Pawpaw (Carica Papaya) and its Health Benefits
Written by admin on July 13, 2022
The Carica papaya ( pawpaw) a small, sparsely branched tree, usually with a single stem growing from 5 to 10 metres (16 to 33 feet) tall. The plant Carica papaya, one of the 22 accepted species in the genus Carica of the family Caricaceae.
It was first domesticated in Mesoamerica, within modern-day southern Mexico and CentralAmerica. The fruit is a large berry about 15–45 cm (6–17+3⁄4 in) long and 10–30 cm (4–11+3⁄4 in) in diameter. It is ripe when it feels soft (as soft as a ripe avocado or softer), its skin has attained an amber to orange hue and along the walls of the large central cavity are attached numerous black seeds.
In this write up I will be explaining the nutritional and health benefits of pawpaw (Carica Papaya)
Including pawpaws in your diet could provide a number of health benefits. However, there’s a lack of research investigating the effects of pawpaw consumption on human health.
Like many fruits, pawpaws are rich in nutrients like vitamins and minerals. Pawpaws are especially high in vitamin C, magnesium, manganese, and iron.
Maintaining optimal vitamin C levels in the body is essential for immune function, protection against illness and infection, skin health, and more.
In fact, white blood cells called neutrophils contain very high levels of vitamin C — about 10–100 times higher than the average vitamin C levels found in plasma, or the liquid part of blood
Neutrophils are considered the first line of defense of the innate immune system, destroying pathogens that would otherwise cause infection.
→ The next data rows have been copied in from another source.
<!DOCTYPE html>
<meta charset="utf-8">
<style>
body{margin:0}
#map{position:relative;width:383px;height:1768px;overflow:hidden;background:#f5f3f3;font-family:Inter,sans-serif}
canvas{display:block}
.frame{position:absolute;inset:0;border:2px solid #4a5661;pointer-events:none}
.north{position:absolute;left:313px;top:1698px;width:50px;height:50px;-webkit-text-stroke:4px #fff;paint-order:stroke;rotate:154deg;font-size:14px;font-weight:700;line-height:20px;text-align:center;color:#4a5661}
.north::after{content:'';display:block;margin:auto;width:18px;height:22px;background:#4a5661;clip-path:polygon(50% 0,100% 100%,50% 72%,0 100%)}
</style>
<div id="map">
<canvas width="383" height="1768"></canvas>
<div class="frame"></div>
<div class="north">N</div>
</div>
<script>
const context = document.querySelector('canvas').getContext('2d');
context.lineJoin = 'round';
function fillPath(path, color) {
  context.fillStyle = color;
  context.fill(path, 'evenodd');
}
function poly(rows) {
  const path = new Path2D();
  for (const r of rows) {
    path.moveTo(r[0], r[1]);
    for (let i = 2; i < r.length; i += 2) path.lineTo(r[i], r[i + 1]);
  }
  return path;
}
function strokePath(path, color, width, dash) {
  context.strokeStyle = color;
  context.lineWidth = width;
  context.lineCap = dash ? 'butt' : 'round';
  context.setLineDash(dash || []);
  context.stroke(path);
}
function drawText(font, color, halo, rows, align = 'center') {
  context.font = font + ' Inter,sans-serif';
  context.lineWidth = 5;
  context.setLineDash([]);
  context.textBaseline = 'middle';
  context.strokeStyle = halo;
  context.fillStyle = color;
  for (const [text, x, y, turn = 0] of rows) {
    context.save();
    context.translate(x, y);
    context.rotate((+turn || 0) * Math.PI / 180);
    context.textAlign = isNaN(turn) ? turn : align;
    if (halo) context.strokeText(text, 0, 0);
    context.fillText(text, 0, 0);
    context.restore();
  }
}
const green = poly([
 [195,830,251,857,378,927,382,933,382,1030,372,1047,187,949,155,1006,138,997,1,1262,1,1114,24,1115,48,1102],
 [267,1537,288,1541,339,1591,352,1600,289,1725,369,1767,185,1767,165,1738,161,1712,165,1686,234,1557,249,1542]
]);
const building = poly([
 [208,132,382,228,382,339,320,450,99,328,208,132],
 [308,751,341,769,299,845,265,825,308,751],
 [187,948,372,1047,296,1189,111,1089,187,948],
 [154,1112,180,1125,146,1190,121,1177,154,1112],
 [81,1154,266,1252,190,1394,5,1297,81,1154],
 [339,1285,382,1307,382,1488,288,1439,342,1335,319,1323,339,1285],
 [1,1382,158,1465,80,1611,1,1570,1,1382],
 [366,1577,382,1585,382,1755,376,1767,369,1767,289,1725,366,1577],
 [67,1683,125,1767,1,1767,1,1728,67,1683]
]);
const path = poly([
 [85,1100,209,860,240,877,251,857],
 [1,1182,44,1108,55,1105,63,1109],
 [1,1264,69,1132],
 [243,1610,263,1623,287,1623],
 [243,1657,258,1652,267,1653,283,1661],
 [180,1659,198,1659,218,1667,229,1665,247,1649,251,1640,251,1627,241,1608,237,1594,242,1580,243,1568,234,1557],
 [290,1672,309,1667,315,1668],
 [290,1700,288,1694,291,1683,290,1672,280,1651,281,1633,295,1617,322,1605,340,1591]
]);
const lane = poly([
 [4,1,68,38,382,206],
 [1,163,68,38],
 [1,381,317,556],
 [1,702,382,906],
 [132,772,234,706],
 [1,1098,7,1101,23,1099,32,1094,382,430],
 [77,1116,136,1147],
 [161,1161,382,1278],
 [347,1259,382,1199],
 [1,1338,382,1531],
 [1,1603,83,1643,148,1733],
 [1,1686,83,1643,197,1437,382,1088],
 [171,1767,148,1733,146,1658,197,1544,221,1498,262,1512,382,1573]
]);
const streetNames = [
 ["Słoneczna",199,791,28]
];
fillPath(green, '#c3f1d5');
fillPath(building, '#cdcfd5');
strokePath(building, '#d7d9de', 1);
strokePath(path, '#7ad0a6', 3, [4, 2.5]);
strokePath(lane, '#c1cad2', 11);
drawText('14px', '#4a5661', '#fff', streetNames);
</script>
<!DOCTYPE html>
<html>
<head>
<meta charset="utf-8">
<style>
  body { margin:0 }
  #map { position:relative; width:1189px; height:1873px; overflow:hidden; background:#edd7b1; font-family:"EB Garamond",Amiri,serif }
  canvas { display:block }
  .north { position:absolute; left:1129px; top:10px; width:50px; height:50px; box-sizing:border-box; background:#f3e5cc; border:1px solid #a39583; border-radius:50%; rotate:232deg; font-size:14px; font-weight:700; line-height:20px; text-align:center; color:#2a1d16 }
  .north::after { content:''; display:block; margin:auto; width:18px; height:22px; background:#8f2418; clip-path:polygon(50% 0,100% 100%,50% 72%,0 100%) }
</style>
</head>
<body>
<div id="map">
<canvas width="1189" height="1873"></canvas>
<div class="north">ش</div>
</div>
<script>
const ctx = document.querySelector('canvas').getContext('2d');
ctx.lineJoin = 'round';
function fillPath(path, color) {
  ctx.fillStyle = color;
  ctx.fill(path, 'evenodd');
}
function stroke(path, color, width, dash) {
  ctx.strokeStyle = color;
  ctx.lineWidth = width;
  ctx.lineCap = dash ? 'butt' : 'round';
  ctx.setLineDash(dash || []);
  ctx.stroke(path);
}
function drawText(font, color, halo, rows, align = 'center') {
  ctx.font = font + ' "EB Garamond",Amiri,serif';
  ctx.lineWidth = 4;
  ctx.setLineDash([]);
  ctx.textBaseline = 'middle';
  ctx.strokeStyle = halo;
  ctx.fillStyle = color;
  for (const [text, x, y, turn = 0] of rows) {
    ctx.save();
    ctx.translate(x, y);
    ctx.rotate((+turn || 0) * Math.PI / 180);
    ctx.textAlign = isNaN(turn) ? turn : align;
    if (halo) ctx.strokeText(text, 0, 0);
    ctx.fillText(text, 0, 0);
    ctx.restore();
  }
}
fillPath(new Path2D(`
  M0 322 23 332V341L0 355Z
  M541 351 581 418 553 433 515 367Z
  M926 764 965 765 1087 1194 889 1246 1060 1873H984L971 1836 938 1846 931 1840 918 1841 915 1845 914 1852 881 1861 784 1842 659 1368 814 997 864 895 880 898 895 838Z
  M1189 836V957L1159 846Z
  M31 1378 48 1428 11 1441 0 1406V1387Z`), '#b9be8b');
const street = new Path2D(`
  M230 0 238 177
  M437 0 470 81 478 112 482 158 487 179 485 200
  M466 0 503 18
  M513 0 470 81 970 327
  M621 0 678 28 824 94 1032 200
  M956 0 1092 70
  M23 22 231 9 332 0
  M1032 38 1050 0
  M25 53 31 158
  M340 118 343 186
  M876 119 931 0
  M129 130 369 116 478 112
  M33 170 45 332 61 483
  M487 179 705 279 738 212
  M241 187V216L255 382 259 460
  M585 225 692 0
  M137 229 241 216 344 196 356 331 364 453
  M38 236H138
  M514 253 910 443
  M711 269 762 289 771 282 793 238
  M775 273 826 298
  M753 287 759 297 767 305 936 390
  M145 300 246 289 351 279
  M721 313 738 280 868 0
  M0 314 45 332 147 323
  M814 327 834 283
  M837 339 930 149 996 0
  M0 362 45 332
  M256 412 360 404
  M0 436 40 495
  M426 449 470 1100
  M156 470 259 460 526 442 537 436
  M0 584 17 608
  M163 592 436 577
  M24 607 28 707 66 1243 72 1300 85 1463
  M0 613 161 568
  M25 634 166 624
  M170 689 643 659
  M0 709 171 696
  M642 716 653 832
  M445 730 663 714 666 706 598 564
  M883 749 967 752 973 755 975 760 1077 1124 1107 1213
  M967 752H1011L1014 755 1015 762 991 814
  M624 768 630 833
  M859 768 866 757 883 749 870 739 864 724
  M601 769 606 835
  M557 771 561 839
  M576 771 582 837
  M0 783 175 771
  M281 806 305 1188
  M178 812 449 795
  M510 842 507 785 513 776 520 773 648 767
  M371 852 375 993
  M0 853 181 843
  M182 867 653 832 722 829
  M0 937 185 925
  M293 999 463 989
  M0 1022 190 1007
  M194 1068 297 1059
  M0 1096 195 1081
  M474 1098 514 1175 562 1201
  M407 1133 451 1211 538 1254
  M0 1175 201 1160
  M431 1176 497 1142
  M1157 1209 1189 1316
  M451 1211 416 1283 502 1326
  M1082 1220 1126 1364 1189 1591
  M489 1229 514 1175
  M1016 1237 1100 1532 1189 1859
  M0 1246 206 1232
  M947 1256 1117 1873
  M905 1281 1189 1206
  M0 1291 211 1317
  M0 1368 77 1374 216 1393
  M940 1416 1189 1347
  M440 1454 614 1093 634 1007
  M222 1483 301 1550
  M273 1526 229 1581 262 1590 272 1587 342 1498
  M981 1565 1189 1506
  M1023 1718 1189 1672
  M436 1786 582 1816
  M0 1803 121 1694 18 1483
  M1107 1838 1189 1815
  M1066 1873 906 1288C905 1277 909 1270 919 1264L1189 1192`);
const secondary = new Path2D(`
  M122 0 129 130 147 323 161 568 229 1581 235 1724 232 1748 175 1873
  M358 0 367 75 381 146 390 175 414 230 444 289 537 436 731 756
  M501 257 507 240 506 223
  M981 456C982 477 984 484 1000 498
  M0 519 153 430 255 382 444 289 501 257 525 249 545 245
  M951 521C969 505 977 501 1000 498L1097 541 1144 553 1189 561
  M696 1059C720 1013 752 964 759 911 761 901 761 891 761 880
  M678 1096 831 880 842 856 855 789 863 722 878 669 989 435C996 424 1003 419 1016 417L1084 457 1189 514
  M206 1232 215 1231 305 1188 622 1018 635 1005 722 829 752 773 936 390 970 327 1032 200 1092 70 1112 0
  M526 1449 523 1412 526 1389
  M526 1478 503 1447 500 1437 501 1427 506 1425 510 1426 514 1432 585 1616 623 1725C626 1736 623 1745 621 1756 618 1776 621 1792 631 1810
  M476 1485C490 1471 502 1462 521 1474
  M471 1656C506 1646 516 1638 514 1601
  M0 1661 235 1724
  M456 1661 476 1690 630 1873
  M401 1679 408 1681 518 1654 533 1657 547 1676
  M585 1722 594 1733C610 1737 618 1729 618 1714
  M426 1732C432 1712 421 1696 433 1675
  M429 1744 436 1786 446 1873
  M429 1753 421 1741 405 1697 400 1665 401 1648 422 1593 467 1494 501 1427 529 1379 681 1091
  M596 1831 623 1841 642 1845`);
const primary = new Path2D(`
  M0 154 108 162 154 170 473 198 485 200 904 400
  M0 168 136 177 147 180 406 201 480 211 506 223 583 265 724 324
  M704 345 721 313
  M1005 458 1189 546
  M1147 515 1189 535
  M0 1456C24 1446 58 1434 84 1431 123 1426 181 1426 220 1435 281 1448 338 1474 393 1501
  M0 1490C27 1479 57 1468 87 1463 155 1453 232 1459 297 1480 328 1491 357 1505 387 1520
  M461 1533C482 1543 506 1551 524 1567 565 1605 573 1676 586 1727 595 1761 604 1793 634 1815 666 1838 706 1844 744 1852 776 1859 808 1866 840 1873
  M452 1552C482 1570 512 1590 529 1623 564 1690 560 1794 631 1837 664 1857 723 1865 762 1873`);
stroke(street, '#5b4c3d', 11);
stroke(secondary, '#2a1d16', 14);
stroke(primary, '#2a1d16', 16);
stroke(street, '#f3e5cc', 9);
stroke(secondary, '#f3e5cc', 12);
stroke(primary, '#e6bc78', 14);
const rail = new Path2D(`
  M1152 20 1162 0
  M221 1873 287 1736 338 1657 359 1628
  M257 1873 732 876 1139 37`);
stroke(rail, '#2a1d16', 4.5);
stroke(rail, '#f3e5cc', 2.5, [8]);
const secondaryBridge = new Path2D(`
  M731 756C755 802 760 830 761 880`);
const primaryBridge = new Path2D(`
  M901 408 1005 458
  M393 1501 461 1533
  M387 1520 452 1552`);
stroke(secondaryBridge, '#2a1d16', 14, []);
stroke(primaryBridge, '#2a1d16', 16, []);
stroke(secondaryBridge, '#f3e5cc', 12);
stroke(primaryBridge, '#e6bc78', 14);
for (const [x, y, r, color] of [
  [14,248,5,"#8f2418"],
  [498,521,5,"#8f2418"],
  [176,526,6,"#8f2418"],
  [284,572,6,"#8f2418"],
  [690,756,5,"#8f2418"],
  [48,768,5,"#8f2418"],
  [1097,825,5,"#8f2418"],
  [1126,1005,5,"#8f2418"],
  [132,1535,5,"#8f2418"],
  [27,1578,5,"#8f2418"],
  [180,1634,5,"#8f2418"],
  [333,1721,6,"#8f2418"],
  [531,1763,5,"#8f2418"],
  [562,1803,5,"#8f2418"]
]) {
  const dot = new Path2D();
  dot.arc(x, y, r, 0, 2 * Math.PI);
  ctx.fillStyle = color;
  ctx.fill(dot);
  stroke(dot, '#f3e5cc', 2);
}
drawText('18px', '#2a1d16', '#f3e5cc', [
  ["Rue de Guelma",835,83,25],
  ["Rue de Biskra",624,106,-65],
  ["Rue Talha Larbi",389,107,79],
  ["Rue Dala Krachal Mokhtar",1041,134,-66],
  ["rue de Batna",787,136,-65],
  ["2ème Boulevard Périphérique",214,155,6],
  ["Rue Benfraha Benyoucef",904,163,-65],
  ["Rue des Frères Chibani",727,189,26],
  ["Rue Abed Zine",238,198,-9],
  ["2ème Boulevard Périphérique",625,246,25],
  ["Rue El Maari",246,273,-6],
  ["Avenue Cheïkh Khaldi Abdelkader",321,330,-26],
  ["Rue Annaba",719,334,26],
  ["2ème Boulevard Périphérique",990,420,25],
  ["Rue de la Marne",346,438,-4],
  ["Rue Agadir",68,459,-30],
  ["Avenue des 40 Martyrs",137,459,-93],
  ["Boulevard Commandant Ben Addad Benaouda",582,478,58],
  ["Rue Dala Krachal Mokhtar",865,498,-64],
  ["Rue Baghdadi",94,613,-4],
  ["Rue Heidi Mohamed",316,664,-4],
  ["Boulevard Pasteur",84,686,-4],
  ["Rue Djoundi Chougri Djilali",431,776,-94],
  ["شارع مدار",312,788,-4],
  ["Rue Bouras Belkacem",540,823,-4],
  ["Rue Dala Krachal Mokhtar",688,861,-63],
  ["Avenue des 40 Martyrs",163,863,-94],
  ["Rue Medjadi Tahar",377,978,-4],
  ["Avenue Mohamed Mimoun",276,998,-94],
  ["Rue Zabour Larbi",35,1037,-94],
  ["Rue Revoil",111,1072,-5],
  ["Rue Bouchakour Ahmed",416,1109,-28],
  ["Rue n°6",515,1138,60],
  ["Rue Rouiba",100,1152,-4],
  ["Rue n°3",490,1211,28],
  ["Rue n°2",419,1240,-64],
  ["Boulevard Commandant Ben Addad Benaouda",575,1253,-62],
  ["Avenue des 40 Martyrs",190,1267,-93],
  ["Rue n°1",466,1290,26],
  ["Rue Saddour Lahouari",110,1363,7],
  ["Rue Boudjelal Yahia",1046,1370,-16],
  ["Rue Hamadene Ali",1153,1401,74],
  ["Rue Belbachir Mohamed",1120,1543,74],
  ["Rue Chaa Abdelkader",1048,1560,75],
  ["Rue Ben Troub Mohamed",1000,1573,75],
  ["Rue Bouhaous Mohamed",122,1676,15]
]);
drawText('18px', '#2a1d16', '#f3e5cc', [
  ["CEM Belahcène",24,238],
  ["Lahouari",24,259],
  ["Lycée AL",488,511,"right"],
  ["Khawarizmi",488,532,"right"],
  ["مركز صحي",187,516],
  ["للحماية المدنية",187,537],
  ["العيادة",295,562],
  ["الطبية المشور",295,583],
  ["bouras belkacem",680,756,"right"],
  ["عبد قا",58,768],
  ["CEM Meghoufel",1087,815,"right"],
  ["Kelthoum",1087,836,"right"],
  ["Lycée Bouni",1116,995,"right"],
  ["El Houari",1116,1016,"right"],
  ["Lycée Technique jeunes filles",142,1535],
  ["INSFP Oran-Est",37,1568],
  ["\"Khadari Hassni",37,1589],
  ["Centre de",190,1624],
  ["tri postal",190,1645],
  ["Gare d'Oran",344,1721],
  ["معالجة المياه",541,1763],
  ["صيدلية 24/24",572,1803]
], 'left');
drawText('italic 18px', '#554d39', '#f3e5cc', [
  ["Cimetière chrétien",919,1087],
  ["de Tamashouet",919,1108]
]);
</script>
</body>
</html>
Pawpaws are also high in magnesium, a mineral that most people don’t consume enough of . Having suboptimal magnesium levels may increase your risk of developing certain health conditions, including high blood pressure, stroke, and artery calcification.
In traditional medicine, papaya leaves have been used as a treatment for malaria, an abortifacient, a purgative or smoked to relieve asthma. This makes pawpaw leaves a target herb in the field of medicine because it can be used to induce abortion and also serve to prevent constipation in humans.
Pawpaws are a good source of nonheme iron as well.
It’s important to get a mix of both nonheme and heme iron in your diet to maintain optimal levels. This is because the nonheme found in plant foods isn’t as bioavailable (easily absorbed and used) as the heme iron found in animal foods or the iron found in supplements .
Both green papaya fruit and its latex are rich in papain, a protease used for tenderizing meat and other proteins, as practiced currently by indigenous Americans, people of the Caribbean region, and the Philippines. It is now included as a component in some powdered meat tenderizers. Papaya is not suitable for gelatin-based desserts because the enzymatic properties of papain prevent gelatin from setting.
Raw papaya pulp contains 88% water, 11% carbohydrates, and negligible fat and protein (table). In a 100-g amount, papaya fruit provides 43 kilocalories and is a significant source of vitamin C (75% of the Daily Value, DV) and a moderate source of folate (10% DV), but otherwise has low content of nutrients.
According to Kentucky State University’s Pawpaw Research Project, 100 grams of ripe pawpaw fruit with skin provides
- Calories: 80
- Protein: 1.2 grams
- Fat: 1.2 grams
- Carbohydrates: 18.8 grams
- Fiber: 2.6 grams
- Vitamin C: 20% of the recommended Daily Value (DV)
- Riboflavin: 7% of the DV
- Potassium: 7% of the DV
- Magnesium: 27% of the DV
- Manganese: 113% of the DV
- Iron: 39% of the DV
Additionally, pawpaws are an excellent source of magnesium and nonheme iron, and they’re exceptionally high in manganese, a mineral that’s needed for nutrient metabolism, immune function, reproduction, skeletal health, and more.
The papaya fruit contains two enzymes, papain and chymopapain. Both enzymes digest proteins, meaning they can help with digestion and reduce inflammation. Papain is an ingredient in some over-the-counter digestive supplements to help with minor upset stomach.
Eating foods high in vitamin C can help to boost the immune system, allowing the body to fight off bacterial and viral illnesses. Papaya has a good amount of this antioxidant, making it part of an immune-healthy diet.
Papaya is also a good source of Vitamin A, another important vitamin for a healthy and functional immune system.
Potentially Protects Against Prostate Cancer
Lycopene is a natural pigment found in foods that are red or orange. Tomatoes, watermelon, and papaya are good sources of lycopene. Some experts believe that eating more lycopene reduces the risk of prostate cancer, but some studies have been inconclusive.
However, in other studies, eating a diet high in lycopene along with green tea reduced the risk of prostate cancer significantly.